Cotton gains on bullish export sales data

28 Jan, 2017

ICE cotton futures rose for the second straight session on Thursday, supported by strong export sales data but gains were capped as Mexico's president cancelled a planned summit with his US counterpart Donald Trump. "Mexico is one of our largest export customers so that would cast something of a cloud over the market's future potential export business," said Keith Brown, principal at cotton brokers Keith Brown and Co in Moultrie, Georgia.
Mexico's President Enrique Pena Nieto scrapped a planned summit with Trump in the face of insistent tweets from the US president demanding Mexico pay for a border wall, a deepening rift that threatens Mexican efforts to salvage trade ties.

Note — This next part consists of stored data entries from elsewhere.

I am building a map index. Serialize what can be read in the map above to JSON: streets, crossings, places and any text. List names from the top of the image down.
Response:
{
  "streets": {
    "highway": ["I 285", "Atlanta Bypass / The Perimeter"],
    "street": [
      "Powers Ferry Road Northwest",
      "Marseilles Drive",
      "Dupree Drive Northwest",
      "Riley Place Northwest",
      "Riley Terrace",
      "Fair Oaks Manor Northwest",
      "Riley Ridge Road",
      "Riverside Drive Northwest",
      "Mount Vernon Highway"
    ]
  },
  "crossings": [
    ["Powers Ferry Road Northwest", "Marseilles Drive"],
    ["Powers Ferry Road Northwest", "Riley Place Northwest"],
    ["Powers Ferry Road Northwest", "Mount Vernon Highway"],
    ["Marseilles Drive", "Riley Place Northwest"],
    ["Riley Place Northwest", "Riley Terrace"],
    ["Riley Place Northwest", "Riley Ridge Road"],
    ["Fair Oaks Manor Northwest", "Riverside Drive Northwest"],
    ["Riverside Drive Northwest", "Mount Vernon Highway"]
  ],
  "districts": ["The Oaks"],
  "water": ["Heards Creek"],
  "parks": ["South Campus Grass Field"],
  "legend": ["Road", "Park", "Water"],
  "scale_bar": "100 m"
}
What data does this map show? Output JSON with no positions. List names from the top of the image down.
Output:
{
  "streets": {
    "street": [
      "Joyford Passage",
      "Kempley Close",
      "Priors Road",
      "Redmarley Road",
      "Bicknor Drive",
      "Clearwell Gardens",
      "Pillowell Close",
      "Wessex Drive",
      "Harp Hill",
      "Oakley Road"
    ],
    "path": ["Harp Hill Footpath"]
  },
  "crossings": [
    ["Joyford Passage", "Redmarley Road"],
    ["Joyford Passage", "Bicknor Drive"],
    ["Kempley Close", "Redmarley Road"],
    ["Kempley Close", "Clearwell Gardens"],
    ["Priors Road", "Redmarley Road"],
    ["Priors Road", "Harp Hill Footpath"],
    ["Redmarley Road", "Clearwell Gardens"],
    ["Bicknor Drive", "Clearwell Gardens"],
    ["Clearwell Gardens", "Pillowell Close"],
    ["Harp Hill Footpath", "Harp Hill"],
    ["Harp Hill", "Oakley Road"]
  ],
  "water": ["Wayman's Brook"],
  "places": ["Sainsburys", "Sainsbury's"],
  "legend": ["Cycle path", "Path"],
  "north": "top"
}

The prospect of reduced participation from China due to commencement of the Chinese Lunar New Year from the weekend also weighed on the market, Brown said.
Export data from the US Department of Agriculture (USDA) showed net upland sales of 457,000 running bales of cotton for last week, which is a marketing year high. This was up 32 percent from the previous week.
The March cotton contract on ICE Futures US settled up 0.31 cent, or 0.42 percent, at 74.19 cents per lb. It traded within a range of 73.67 and 74.93 cents a lb.
Total futures market volume rose by 3,248 to 27,280 lots. Data showed total open interest fell 682 to 263,646 contracts in the previous session.